El Inter de Mou desafía la gravedad culé…

Hace ya quince años, en el deslumbrante mundo del fútbol, el Barça de Guardiola era como el Tom Cruise de las pelis de acción: imparable e inimaginable que estrellara el coche al estacionar. El equipo catalán llegaba campeón, marchando con su tiki-taka como jefe de orquesta hacia lo que sería, decían los optimistas, otra copa para la vitrina. Con el Camp Nou como su fortaleza, ya habían bailado con el Inter en la fase de grupos y casi les sacan a bailar sardanas de tan seguros. Pero al llegar las semifinales, el Inter llegó como un ninja con botas de tacos y torció la balanza.

Entrenados por el maestro del suspense, José Mourinho, el Inter se situó demoníacamente a destrozar sus sueños azulgranas. Rui Faria, su segundo a bordo y Sherlock de campo, reveló que se encerraron en su centro de entrenamiento más tiempo del que un gamer pasa frente a su consola. Con una obsesión por los defectos digna de un artista del renacimiento, analizaban cada pase del Barça hasta encontrar los puntos flojos de su plan. La fiesta psicológica se completó convenciendo a sus jugadores de que el Barça era un dragón al que, con la táctica precisa, se le podía dar zapatazos.
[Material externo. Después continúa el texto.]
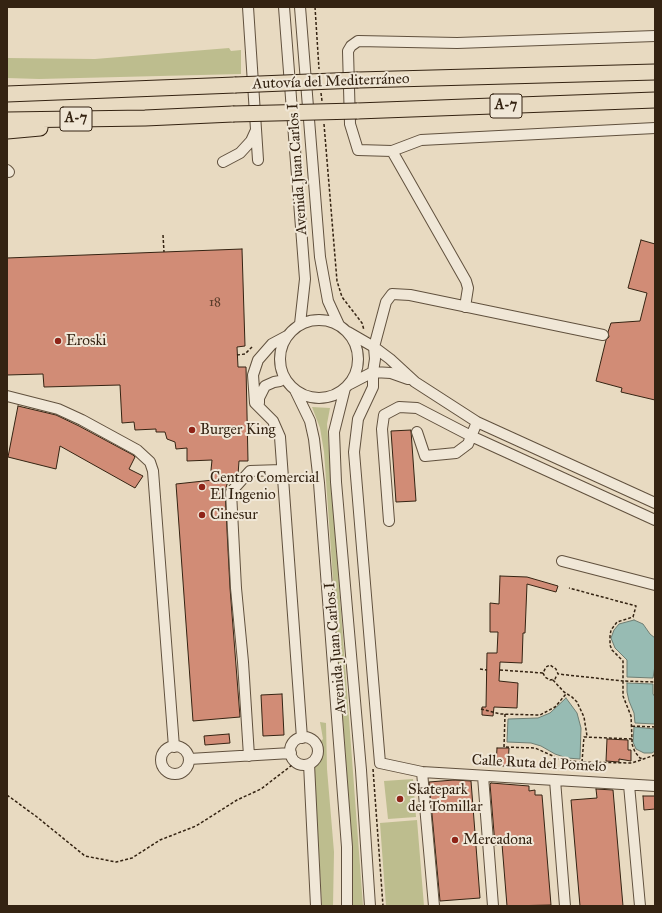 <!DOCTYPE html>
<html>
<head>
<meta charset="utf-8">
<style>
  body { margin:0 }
  #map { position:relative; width:662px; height:913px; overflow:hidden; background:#e8dac1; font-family:"IM FELL Great Primer",serif }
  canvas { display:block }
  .frame { position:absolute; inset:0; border:8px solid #342312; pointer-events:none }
</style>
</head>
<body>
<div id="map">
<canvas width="662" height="913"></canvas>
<div class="frame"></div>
</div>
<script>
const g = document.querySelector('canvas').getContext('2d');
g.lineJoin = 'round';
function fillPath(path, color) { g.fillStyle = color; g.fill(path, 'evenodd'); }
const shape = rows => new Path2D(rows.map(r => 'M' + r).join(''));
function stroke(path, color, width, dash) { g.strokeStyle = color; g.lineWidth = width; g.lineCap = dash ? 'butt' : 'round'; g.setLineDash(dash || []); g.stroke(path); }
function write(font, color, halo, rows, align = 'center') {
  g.font = font + ' "IM FELL Great Primer",serif'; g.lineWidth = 4; g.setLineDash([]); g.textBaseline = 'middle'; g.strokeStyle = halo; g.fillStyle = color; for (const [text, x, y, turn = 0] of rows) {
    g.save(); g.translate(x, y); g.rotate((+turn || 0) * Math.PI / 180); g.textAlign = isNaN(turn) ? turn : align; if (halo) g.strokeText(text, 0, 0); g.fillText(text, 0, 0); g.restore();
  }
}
fillPath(shape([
  [229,48,231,51,241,50,241,74,39,79,7,78,7,58,95,59],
  [312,407,330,408,327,424,363,906,351,906,353,861,324,452,320,428],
  [320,722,326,723,327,769,334,852,333,906,322,906,314,769,321,755,319,743,323,739],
  [413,779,416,817,388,819,384,781],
  [417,820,424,906,386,906,380,823]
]), '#bdbd8e');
const water = shape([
  [634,620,643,624,650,634,655,638,655,666,653,678,627,677,627,660,615,648,611,638,614,630,619,624,634,620],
  [627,683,653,684,653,694,655,697,655,724,635,723,634,713,629,701,627,692,627,683],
  [566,698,577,713,581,728,580,759,567,758,555,754,541,746,531,743,507,742,508,719,538,718,550,713,566,698],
  [634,727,655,729,655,751,652,753,644,753,636,749,633,742,634,727]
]);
fillPath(water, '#97bbb3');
stroke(water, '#6f7e73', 1);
const building = shape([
  [641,240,655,244,655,400,621,392,622,388,596,381,606,340,609,337,608,332,611,323,640,321,647,293,628,288,641,240],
  [242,249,245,346,237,347,238,367,246,367,248,461,239,461,238,475,231,482,227,484,225,492,230,588,240,717,193,721,176,484,213,480,211,470,212,460,187,461,187,448,176,449,175,442,167,439,165,432,156,432,156,429,135,430,134,422,122,423,120,385,44,387,43,374,7,375,7,258,242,249],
  [18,406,56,415,79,426,133,455,135,457,129,469,143,476,135,488,60,446,56,469,8,457,18,406],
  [411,431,416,501,396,502,391,431,411,430,411,431],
  [500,576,527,577,558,586,556,592,527,584,525,633,523,633,522,663,500,662,499,681,518,683,517,708,494,707,493,716,482,715,482,707,486,707,487,653,497,653,498,632,490,632,490,603,499,604,500,576],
  [282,694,284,735,263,736,261,695,282,694],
  [229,734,230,743,205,745,204,736,229,734],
  [607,739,628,740,628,750,631,750,631,761,619,759,619,762,606,761,607,739],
  [497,748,509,748,508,766,496,766,497,748],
  [454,780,471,781,480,898,440,901,429,782,454,780],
  [491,783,529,786,529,791,535,790,535,795,542,795,551,905,507,906,502,844,495,845,490,784,491,783],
  [596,789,613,790,623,906,580,906,571,800,597,798,596,789],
  [643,796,655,796,655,809,644,810,643,796]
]);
fillPath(building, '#d18c76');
stroke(building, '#342312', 1);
const minor = shape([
  [248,7,258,160],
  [284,7,305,279,300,324],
  [300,7,320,257,328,301,339,325],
  [392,151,421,140,655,128],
  [223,162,240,153,251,141,256,130],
  [7,170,9,172],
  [465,307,468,288,466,281,392,151,358,150,350,124,348,51,351,46,358,41,457,43,655,36],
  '280 359a39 39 0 1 1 78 0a39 39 0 1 1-78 0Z',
  [348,332,374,347,375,359,373,372,373,387,358,419,354,452,380,763,422,772,655,786],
  [603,335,410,295,392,294,386,302,374,347,390,359,415,382,477,422,655,503],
  [287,336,272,344,258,360,253,375,255,403,273,421,280,437,302,738],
  [350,384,373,372,391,373,408,379],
  [345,388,334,432,336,482,361,770,370,906],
  [295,390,310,421,314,439,319,483,347,847,347,906],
  [7,396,58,409,82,420,137,450,150,462,153,471,174,747],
  [259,403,259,398,265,386,274,382,280,381],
  [417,432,425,456,456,453,468,444,477,422],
  [389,521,382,429,384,415,399,407,417,408,471,436,655,520],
  [562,561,655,585],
  '290 751a14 14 0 1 1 28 0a14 14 0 1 1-28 0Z',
  '161 760a14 14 0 1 1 28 0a14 14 0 1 1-28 0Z',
  [249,756,243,662,236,588,231,492,250,471,282,470],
  [189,759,291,753],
  [309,764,316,906],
  [422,772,434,906],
  [483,776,493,906],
  [555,780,565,906],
  [629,785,640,906]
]);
const highway = shape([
  [358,80,655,72],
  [7,94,235,85],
  [357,111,655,100],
  [7,120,145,118,233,114],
  [7,131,40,128]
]);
stroke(minor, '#61513e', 12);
stroke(highway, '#342312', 17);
stroke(shape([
  [315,7,319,69],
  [321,93,322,101],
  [324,124,337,281,342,297,362,323,364,330],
  [163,235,164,252],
  [237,355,245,354,253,346],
  [480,669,487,670],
  [500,670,543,673,546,667,550,665,556,669,558,674,623,681,623,661,612,650,610,645,610,636,611,630,617,622,633,617,636,606,569,588],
  [543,673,545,677,550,680,555,679,557,675],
  [553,680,564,692,572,697,577,702,584,717,587,736],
  [481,709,500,714,540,715,555,707,566,694],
  [505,714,504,747,535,748,562,760,582,762,632,763,655,755],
  [632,726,655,727],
  [632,739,632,744,635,752,640,758,644,759],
  [582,762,584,737,632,739,631,716,623,696,623,681,655,682],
  [373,769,383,906],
  [7,795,37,817,85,856,116,862,132,858,160,840,196,826,237,800,261,789,296,762]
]), '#342312', 1.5, [3, 2]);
stroke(minor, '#f0e7d7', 10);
stroke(highway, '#e8dac1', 15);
const highwayBridge = shape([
  [235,85,358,80],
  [233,114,357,111]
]);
stroke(highwayBridge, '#342312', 17, []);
stroke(highwayBridge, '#e8dac1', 15);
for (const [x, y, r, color] of [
  [58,341,4,"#8f2418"],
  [192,430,4,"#8f2418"],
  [202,487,4,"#8f2418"],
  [202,515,4,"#8f2418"],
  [400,799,4,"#8f2418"],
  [455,840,4,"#8f2418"]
]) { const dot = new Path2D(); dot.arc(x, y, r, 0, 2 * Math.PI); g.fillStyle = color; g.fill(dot); stroke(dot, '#f0e7d7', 1.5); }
write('13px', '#5b3d2b', null, [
  ["18",215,303]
]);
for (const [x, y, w] of [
  [506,106,32],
  [76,119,32]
]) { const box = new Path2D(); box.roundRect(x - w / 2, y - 12, w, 24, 3); g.fillStyle = '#f0e7d7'; g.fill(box); stroke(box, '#342312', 1); }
write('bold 14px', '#342312', null, [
  ["A-7",506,106],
  ["A-7",76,119]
]);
write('15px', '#342312', '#f0e7d7', [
  ["Autovía del Mediterráneo",331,82,-2],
  ["Avenida Juan Carlos I",298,169,-94],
  ["Avenida Juan Carlos I",336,648,-95],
  ["Calle Ruta del Pomelo",539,764,3]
]);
write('15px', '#342312', '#f0e7d7', [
  ["Eroski",66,341],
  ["Burger King",200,430],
  ["Centro Comercial",210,478],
  ["El Ingenio",210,495],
  ["Cinesur",210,515],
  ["Skatepark",408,790],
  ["del Tomillar",408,807],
  ["Mercadona",463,840]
], 'left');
</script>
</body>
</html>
El partido de ida en Italia fue como comer espaguetis con cuchara: para el Barça, una experiencia incómoda e inesperada. A pesar del fragor en su contra, el Inter reclamó un 3-1 extraordinario como si quisieran firmarlo en una postal. En la vuelta, jugaron al sudoku sin uno de los números: la expulsión de Thiago Motta los dejó en inferioridad. Pero aún así, resistieron a los culés como un gato en un árbol. Hoy, Faria mira al presente y reflexiona que, aunque ahora hay equilibrio entre los equipos, derribar aquel Barça fue como derribar al Kraken. Y vaya si lo hicieron.